#### EXERCISE PROMPT:
Below are records; say how many of their lines include the word "fabs", giving nothing but the number.

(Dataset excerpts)
········
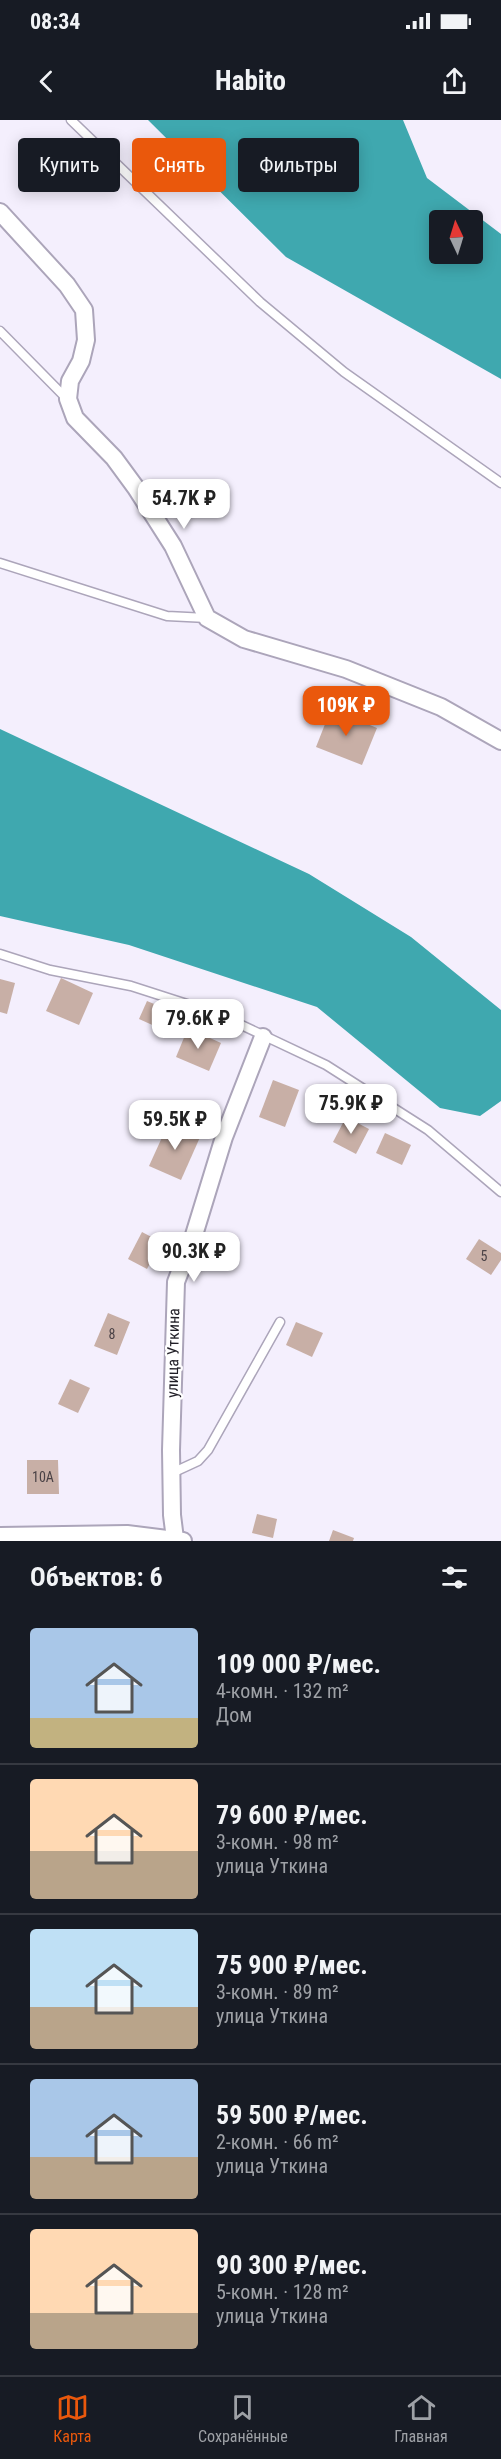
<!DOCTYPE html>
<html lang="ru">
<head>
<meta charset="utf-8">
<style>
	:root { --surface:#171b24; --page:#242831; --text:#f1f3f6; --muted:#9ea1a6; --line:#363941; --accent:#ea580c }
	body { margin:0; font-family:"Roboto Condensed",sans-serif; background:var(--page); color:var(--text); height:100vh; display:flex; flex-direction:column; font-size:22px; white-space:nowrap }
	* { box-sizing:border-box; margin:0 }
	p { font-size:20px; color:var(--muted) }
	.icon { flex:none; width:33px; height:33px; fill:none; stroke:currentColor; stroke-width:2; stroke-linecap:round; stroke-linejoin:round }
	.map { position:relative; height:1421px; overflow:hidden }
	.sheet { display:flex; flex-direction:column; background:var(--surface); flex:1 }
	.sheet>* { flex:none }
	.banner { position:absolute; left:18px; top:18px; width:465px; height:54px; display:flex; gap:12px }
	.needle { width:39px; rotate:356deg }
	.fabs { position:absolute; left:429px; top:90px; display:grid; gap:12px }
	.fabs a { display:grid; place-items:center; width:54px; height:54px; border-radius:6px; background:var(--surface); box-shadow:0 3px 15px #0003; font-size:30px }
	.price { position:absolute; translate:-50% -51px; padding:0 14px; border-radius:12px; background:#fff; color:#222; font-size:20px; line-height:39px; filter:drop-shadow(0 2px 3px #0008) }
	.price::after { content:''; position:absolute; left:50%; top:36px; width:18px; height:14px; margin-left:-9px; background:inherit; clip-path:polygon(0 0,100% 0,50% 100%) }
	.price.on { background:var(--accent); color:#fff }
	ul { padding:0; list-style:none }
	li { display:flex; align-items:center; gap:18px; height:150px; padding:0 30px }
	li+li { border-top:2px solid var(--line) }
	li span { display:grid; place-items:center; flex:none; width:168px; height:120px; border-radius:6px; color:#555 }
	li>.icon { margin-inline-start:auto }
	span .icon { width:72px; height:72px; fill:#fffc; stroke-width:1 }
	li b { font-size:26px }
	h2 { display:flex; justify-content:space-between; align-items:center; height:72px; padding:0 30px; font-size:26px }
	.chip { padding:0 21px; border-radius:6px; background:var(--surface); box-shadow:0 3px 15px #0003; font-size:21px; line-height:54px }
	.chip.on { background:var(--accent); color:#fff }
	.status { display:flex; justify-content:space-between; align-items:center; height:42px; padding:0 30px; background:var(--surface); direction:ltr }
	.status svg { height:16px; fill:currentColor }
	header { display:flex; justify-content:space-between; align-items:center; height:78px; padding:0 30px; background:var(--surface); font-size:27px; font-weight:700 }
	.dock { display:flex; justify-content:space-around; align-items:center; height:84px; border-top:2px solid var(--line); background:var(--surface); font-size:16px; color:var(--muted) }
	.dock a { display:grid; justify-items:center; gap:3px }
	.dock .on { color:var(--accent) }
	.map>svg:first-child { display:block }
	.water { fill:#3fa8af; fill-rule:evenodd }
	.building { fill:#c8afa6 }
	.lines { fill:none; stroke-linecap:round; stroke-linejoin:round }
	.lane-casing { stroke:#aca5ba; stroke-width:11 }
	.street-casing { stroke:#aca5ba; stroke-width:20 }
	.lane { stroke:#fff; stroke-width:8 }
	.street { stroke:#fff; stroke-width:16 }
	.labels { text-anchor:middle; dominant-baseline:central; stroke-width:4.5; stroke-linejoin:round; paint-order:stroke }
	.number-label { font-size:14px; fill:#4a4246 }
	.street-label { font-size:16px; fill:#201e26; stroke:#fff }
</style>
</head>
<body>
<div class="status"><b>08:34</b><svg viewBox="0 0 49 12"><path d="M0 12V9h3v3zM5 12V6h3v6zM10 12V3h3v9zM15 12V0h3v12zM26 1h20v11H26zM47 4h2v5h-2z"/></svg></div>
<header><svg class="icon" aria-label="back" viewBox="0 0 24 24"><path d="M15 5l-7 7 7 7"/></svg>Habito<svg class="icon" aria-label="share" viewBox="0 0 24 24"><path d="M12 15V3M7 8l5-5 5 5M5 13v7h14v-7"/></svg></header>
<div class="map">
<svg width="501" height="1421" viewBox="0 0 501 1421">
	<rect width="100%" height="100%" fill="#f4effd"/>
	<g class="water">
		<path d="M 148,0 L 403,0 L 427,58 L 501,114 L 501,259 L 286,137 ZM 472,100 L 472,134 L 440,134 L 440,100 Z"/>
		<path d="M 0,609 L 309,754 L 411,817 L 501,890 L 501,981 L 480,996 L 440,988 L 317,887 L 129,825 L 0,796 Z"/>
	</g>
	<g class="building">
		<path d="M 331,589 L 377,608 L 362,645 L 316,627 Z"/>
		<path d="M 61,858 L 93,873 L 79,905 L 46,891 Z"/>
		<path d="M 0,859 L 15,863 L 7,894 L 0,892 Z"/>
		<path d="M 147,881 L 166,889 L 159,908 L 139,899 Z"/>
		<path d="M 188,908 L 221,923 L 209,951 L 176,937 Z"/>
		<path d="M 273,960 L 299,970 L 285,1007 L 259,997 Z"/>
		<path d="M 346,997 L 369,1009 L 356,1034 L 333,1022 Z"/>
		<path d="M 169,1002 L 201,1015 L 181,1060 L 149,1046 Z"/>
		<path d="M 385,1013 L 411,1025 L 402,1045 L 376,1033 Z"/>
		<path d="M 142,1112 L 161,1122 L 147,1149 L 128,1139 Z"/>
		<path d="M 479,1119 L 501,1133 L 501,1140 L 491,1155 L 466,1139 Z"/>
		<path d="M 108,1193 L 130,1202 L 117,1235 L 94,1226 Z"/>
		<path d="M 296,1202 L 323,1213 L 312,1237 L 286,1225 Z"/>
		<path d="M 70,1259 L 90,1268 L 78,1293 L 58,1284 Z"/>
		<path d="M 27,1340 L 58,1340 L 59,1374 L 27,1374 Z"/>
		<path d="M 257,1394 L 277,1399 L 273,1418 L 252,1413 Z"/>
		<path d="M 333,1410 L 354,1418 L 353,1421 L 329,1421 Z"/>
	</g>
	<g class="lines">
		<defs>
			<g id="lane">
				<path d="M 71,0 L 260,182 L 344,252 L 501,363"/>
				<path d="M 0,211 L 67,279"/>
				<path d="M 0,443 L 167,496 L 207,498"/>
				<path d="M 0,834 L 50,850 L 131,866 L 218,894 L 326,945 L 428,1010 L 501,1072"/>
				<path d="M 172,1353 L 198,1341 L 208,1330 L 280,1202"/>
			</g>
			<g id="street">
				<path d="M 0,92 L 67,165 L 84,190 L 86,220 L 81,241 L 70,261 L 68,279 L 75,298 L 114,338 L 136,368 L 173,426 L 207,498 L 244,519 L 346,549 L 441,587 L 501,621"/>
				<path d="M 0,1416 L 127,1414 L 183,1421"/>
				<path d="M 175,1419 L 172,1395 L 171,1330 L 176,1162 L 194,1115 L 224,1017 L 263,917"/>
			</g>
		</defs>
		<use href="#lane" class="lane-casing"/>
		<use href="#street" class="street-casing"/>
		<use href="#lane" class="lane"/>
		<use href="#street" class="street"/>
	</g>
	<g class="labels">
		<g class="number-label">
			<text x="484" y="1136">5</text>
			<text x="112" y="1214">8</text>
			<text x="43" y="1357">10А</text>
		</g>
		<g class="street-label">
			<text transform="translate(173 1233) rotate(-89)">улица Уткина</text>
		</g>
	</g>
</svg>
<div class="fabs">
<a><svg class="needle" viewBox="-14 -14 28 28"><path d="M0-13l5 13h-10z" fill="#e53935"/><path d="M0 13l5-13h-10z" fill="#9ea1a6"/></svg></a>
</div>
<b class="price" style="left:184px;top:410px">54.7K ₽</b>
<b class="price on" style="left:346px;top:617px">109K ₽</b>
<b class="price" style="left:198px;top:930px">79.6K ₽</b>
<b class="price" style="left:351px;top:1015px">75.9K ₽</b>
<b class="price" style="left:175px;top:1031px">59.5K ₽</b>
<b class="price" style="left:194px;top:1163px">90.3K ₽</b>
<div class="banner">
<a class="chip">Купить</a>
<a class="chip on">Снять</a>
<a class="chip">Фильтры</a>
</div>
</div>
<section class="sheet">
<h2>Объектов: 6<svg class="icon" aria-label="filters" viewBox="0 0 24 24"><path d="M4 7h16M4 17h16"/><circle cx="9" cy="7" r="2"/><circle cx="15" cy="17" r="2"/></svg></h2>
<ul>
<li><span style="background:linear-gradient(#a9c7e8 75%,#c2b280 0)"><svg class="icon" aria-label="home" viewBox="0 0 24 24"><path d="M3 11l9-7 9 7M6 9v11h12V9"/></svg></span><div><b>109 000 ₽/мес.</b><p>4-комн. · 132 m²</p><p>Дом</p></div></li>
<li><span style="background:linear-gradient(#ffd9b3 60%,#b9a48a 0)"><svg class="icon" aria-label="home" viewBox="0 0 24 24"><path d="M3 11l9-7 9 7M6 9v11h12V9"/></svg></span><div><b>79 600 ₽/мес.</b><p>3-комн. · 98 m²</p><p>улица Уткина</p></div></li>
<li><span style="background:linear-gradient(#bfe0f5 65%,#b9a48a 0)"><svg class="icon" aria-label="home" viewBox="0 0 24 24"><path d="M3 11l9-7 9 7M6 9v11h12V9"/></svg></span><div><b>75 900 ₽/мес.</b><p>3-комн. · 89 m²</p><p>улица Уткина</p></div></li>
<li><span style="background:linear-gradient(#a9c7e8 65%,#b9a48a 0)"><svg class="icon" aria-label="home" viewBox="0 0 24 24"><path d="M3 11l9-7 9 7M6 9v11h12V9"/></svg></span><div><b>59 500 ₽/мес.</b><p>2-комн. · 66 m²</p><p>улица Уткина</p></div></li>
<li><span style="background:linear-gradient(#ffd9b3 70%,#b9a48a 0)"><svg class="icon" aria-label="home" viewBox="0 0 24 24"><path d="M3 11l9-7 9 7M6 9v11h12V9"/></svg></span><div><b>90 300 ₽/мес.</b><p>5-комн. · 128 m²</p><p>улица Уткина</p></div></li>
</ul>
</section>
<nav class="dock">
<a class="on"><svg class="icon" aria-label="map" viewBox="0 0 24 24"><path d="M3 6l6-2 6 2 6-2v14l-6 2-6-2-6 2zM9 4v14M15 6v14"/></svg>Карта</a>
<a><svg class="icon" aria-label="saved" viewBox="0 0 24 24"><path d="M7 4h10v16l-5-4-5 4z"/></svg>Сохранённые</a>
<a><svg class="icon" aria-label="home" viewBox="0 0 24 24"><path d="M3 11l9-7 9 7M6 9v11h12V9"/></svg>Главная</a>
</nav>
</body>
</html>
········
#### WRITTEN ANSWER:
3